CHROMA_HOST = "localhost"
CHROMA_PORT = "8005"
CHROMA_COLLECTION_NAME = "reports"
The relevant Python packages that are used are as per the below versions
python = ">=3.11,<3.13"
chromadb = "0.4.24"
langchain = "0.1.16"
pypdf = "4.1.0"
langchain-chroma = "0.1.0"
sentence-transformers = "2.7.0"
The below script uses the above environment variables and packages to perform the indexing step for a specific PDF file whose path needs to be provided. Please refer to the Langchain docs here, here and here for details on some of the steps that are used below.
import os
import chromadb
from chromadb.config import Settings
from langchain_chroma import Chroma
from langchain_community.document_loaders import PyPDFLoader
from langchain_community.embeddings.sentence_transformer import (
SentenceTransformerEmbeddings,
)
from langchain_text_splitters import RecursiveCharacterTextSplitter
chroma_client = chromadb.HttpClient(host=os.getenv("CHROMA_HOST"), port=int(os.getenv("CHROMA_PORT")), settings=Settings())

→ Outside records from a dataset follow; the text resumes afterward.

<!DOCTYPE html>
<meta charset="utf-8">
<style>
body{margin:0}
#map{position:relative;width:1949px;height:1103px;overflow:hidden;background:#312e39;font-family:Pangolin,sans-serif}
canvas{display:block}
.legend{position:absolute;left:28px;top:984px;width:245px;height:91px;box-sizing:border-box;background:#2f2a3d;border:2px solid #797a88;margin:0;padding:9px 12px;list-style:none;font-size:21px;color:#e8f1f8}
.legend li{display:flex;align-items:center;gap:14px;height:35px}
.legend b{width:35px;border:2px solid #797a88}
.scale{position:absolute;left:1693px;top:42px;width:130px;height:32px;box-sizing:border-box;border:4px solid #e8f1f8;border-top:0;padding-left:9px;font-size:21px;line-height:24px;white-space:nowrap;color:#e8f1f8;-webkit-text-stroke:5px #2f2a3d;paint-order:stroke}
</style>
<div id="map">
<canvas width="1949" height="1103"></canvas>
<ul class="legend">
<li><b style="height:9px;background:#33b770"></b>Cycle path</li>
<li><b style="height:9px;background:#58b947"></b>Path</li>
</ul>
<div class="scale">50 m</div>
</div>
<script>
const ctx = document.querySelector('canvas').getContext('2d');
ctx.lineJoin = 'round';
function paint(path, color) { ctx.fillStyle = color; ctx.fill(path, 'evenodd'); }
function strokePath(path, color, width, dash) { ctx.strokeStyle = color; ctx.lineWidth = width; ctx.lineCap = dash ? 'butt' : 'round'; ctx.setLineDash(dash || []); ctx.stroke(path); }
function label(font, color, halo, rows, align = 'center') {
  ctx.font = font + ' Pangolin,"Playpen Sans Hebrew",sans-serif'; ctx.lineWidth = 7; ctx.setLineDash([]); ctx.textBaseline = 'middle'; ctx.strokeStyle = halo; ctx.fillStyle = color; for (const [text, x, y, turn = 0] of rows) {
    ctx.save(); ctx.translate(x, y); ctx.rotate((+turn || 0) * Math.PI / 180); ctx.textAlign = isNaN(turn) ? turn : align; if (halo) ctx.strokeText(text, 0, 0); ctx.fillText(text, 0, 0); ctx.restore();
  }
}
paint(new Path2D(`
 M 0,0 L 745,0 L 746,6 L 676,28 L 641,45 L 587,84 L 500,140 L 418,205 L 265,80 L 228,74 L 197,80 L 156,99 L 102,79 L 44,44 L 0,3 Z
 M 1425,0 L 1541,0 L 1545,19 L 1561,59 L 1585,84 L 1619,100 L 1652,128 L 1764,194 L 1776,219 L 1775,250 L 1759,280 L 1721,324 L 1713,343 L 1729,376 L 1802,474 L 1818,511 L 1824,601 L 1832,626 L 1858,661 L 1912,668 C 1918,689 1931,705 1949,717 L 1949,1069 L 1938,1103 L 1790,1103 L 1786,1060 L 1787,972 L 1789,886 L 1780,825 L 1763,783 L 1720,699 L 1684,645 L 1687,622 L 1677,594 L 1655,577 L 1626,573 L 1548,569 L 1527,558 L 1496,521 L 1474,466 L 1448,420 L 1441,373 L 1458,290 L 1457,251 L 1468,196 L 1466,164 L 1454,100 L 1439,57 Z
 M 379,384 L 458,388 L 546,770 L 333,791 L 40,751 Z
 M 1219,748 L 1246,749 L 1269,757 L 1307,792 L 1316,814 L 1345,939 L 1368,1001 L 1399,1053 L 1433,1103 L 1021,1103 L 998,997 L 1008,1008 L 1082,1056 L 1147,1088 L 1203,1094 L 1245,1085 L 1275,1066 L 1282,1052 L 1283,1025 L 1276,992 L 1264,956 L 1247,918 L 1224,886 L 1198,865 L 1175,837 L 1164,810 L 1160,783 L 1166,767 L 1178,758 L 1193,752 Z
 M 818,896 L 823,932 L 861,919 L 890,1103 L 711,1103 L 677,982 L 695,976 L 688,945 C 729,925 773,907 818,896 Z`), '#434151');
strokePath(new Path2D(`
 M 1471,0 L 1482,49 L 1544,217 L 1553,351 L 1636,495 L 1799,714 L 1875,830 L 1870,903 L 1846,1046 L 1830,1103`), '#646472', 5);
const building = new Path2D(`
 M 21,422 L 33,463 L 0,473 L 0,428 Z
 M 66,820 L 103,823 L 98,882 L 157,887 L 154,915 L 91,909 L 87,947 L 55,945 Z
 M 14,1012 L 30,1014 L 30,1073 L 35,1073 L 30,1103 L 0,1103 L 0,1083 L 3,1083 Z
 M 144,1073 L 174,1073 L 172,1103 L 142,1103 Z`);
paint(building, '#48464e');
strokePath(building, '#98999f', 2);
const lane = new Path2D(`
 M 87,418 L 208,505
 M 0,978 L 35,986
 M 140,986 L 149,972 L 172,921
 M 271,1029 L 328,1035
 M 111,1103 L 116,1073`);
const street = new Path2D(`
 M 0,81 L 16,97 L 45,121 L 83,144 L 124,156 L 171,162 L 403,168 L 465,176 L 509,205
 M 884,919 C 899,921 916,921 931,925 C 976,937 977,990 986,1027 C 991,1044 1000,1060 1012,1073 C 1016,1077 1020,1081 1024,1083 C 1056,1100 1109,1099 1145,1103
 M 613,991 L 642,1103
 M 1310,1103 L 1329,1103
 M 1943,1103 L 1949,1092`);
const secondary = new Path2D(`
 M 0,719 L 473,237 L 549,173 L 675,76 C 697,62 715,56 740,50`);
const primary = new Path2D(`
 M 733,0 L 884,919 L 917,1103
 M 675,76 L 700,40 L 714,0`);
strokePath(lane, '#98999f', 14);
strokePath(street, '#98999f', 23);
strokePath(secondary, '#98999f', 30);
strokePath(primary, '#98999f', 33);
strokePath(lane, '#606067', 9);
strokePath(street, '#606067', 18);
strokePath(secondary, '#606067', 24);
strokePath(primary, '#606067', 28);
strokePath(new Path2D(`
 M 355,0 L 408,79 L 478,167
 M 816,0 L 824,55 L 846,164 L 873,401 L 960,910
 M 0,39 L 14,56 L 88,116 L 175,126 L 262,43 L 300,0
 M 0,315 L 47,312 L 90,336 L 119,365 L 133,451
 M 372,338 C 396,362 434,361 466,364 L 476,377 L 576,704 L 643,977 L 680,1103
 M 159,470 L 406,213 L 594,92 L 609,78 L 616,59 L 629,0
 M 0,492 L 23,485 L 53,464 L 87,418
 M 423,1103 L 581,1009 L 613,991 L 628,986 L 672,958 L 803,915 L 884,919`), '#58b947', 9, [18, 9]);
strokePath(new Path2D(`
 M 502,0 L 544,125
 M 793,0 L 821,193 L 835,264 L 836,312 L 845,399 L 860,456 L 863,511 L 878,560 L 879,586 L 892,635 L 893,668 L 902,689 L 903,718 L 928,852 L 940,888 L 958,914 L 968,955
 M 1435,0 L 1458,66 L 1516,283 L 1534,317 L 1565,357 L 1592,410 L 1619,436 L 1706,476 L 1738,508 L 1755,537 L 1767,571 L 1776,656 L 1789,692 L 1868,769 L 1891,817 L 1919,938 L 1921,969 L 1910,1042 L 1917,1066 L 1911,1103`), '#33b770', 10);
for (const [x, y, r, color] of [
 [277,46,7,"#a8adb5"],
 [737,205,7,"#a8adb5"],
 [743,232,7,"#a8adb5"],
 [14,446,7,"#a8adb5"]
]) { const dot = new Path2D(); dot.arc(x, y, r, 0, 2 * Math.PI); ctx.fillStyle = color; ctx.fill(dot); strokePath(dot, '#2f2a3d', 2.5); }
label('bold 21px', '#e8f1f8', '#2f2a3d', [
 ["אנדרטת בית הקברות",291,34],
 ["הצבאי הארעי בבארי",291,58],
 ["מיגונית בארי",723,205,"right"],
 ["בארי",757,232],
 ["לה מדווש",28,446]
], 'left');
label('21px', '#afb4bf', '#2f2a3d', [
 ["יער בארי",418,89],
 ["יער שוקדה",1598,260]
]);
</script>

embedding_function = SentenceTransformerEmbeddings(model_name="all-MiniLM-L6-v2")
# TODO: put the path to the PDF file to index here
file_path = ""
loader = PyPDFLoader(file_path)
document = loader.load()
text_splitter = RecursiveCharacterTextSplitter(chunk_size=1000, chunk_overlap=100)
chunked_documents = text_splitter.split_documents(document)
Chroma.from_documents(
documents=chunked_documents,
embedding=embedding_function,
collection_name=os.getenv("CHROMA_COLLECTION_NAME"),
client=chroma_client,
)
print(f"Added {len(chunked_documents)} chunks to chroma db")

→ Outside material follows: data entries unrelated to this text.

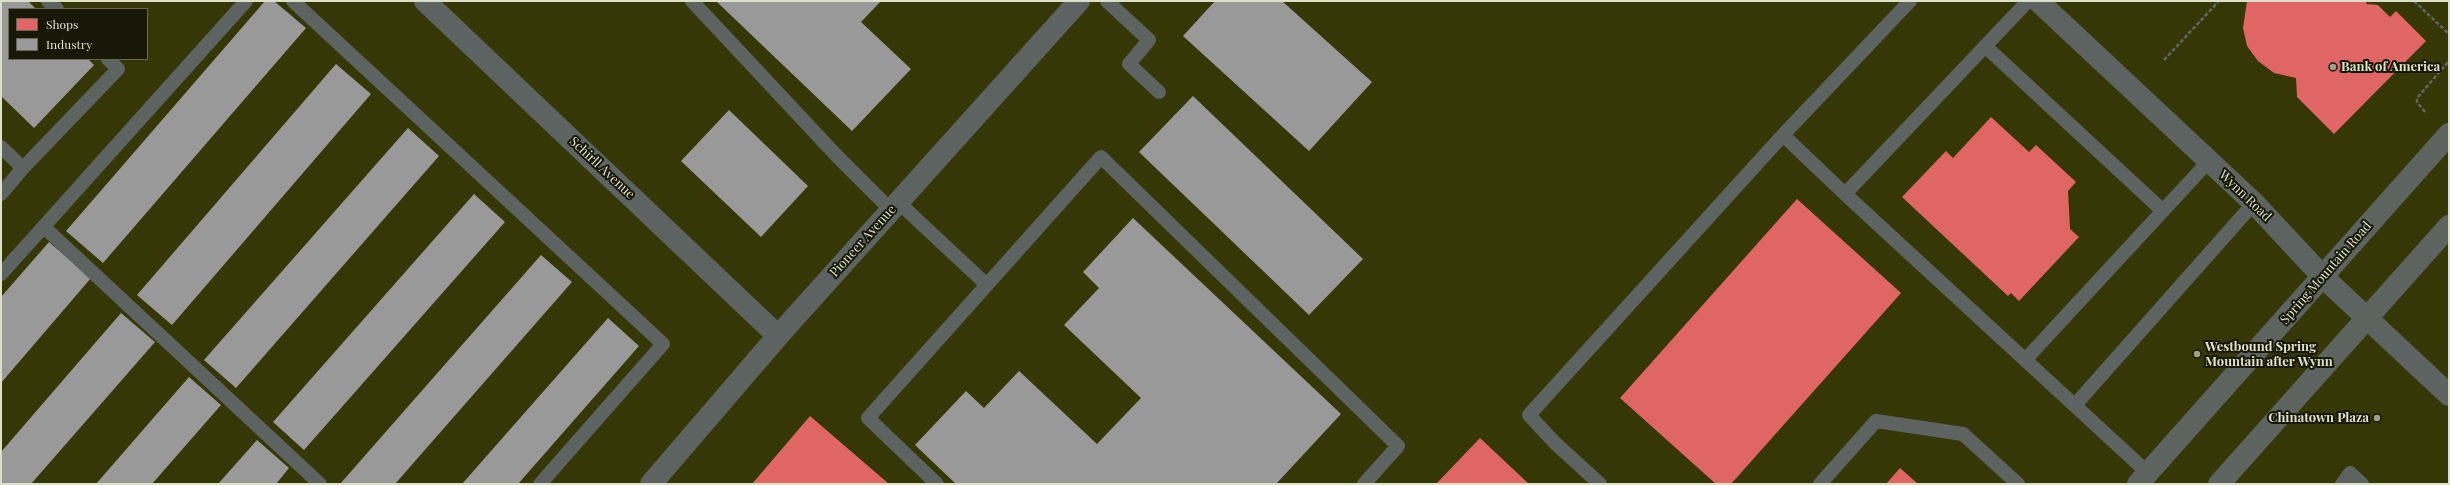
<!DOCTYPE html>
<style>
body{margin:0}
#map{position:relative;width:2450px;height:485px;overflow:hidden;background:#272711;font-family:"Playfair Display",serif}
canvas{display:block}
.frame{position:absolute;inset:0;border:2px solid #dde0c9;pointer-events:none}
.legend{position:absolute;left:8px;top:8px;width:140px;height:52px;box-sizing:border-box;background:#171807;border:1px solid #666855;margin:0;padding:5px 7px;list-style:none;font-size:12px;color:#dde0c9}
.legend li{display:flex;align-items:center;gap:8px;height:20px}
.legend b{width:20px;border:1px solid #666855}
</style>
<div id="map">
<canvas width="2450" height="485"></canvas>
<div class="frame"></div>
<ul class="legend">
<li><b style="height:11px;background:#e06666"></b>Shops</li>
<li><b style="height:11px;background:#999"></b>Industry</li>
</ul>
</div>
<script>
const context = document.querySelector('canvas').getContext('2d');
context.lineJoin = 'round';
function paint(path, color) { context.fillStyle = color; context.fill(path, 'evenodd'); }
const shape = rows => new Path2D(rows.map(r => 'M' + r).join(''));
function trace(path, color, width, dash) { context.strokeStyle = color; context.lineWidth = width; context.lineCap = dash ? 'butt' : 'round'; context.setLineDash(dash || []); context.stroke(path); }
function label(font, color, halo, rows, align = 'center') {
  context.font = font + ' "Playfair Display",serif'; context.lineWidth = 4; context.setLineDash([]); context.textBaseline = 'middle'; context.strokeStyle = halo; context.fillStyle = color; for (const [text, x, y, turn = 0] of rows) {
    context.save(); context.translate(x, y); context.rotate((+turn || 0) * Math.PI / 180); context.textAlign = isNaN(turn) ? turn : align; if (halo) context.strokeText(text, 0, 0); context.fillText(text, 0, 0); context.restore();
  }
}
const built = shape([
 [1,1,2449,1,2449,484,1,484],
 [9,9,147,9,147,59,9,59]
]);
const shops = shape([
 [2247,1,2365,1,2367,4,2378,5,2390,17,2396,11,2426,41,2334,134,2297,97,2296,78,2274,73,2258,61,2247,46,2243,28],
 [1991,117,2029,152,2036,145,2076,182,2068,191,2070,229,2079,237,2019,301,2011,293,2008,296,1902,197,1946,151,1953,158],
 [1797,199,1901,293,1731,484,1716,484,1620,398],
 [810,416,889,484,752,484],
 [1480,438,1529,484,1436,484],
 [1900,468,1918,484,1886,484]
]);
const industry = shape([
 [1,1,28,1,36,9,9,9,9,59,88,59,94,65,34,128,1,96],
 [265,1,274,1,306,28,103,263,66,231],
 [716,1,881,1,861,22,911,69,852,131],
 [1215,1,1282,1,1372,82,1309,151,1183,36],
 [336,64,371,94,172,325,137,295],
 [1193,96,1363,259,1309,315,1139,152],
 [729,110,808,186,761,237,681,161],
 [408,128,439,156,236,388,204,360],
 [474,194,505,222,304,450,273,422],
 [1133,218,1341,414,1276,484,956,484,915,445,966,391,984,408,1019,371,1097,444,1141,398,1064,325,1099,288,1083,272],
 [49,242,91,278,1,383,1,297],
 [541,255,572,282,395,484,340,484],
 [121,313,155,342,31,484,1,484,1,452],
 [608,318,639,346,518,484,462,484],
 [189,377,221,405,152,484,96,484],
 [257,440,289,468,276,484,218,484]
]);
const path = shape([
 [2414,1,2449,34],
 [2164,60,2219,1],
 [2425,112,2417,102,2417,98,2449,61]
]);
const service = shape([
 [48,1,57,9],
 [293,1,663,344,540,484],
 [692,1,835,154,891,210],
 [1107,1,1149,40,1129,64,1159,92],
 [1910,1,1783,135,1845,194,2028,1],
 [1985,46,2162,210],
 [1,147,23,168,118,69,108,59],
 [1,194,23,168],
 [1845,194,2148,473],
 [898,202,987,285],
 [44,227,320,484],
 [1,274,246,1],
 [2025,360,2209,161],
 [2075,405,2254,203],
 [937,484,868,418,1101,157,1398,446,1364,484],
 [1600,484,1555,443,1529,415,1783,135],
 [1820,484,1876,421,1963,434,2018,484],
 [2342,484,2350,473,2362,484]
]);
const minor = shape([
 [425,1,778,336],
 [651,484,778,336,1079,1]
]);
const tertiary = shape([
 [2038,1,2254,203,2323,277,2449,395]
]);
const secondary = shape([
 [2138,484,2449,134],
 [2219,484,2449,226]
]);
const markers = [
 [2333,67,4,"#9d9f89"],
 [2197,354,4,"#9d9f89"],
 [2377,418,4,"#9d9f89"]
];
const poiNames = [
 ["Bank of America",2341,67],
 ["Westbound Spring",2205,347],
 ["Mountain after Wynn",2205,362],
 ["Chinatown Plaza",2369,418,"right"]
];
const streetNames = [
 ["Schirll Avenue",602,168,43],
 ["Wynn Road",2245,196,44],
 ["Pioneer Avenue",863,241,-48],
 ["Spring Mountain Road",2326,273,-49]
];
paint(built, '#353706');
paint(shops, '#e06666');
paint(industry, '#999');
trace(path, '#616661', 2.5, [4, 2]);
trace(service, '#5c6360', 14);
trace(minor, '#5c6360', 22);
trace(tertiary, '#5c6360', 22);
trace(secondary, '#5d6460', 22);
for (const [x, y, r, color] of markers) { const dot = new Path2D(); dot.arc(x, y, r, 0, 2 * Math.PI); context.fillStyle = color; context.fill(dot); trace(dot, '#171807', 1.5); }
label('bold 13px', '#dde0c9', '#171807', poiNames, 'left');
label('13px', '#dde0c9', '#171807', streetNames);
</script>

Finally, once the documents are indexed/ added to the vector database, we can verify that we can query the ChromaDB to retrieve the relevant documents via an ANN search. We can define a Python client to check the retrieval as below.
import chromadb
chroma_client = chromadb.HttpClient(host=os.getenv("CHROMA_HOST"), port=int(os.getenv("CHROMA_PORT")))
collection = chroma_client.get_collection(name=os.getenv("CHROMA_COLLECTION_NAME"))
results = collection.query(
query_texts=["What are the forecasts for 2024?"],
n_results=2
)
print(results)
As can be seen above the chunks nearest to the query will be returned by the client and the content in the result set can be added to the prompts to the LLM to generate answers grounded in the data stored in the database.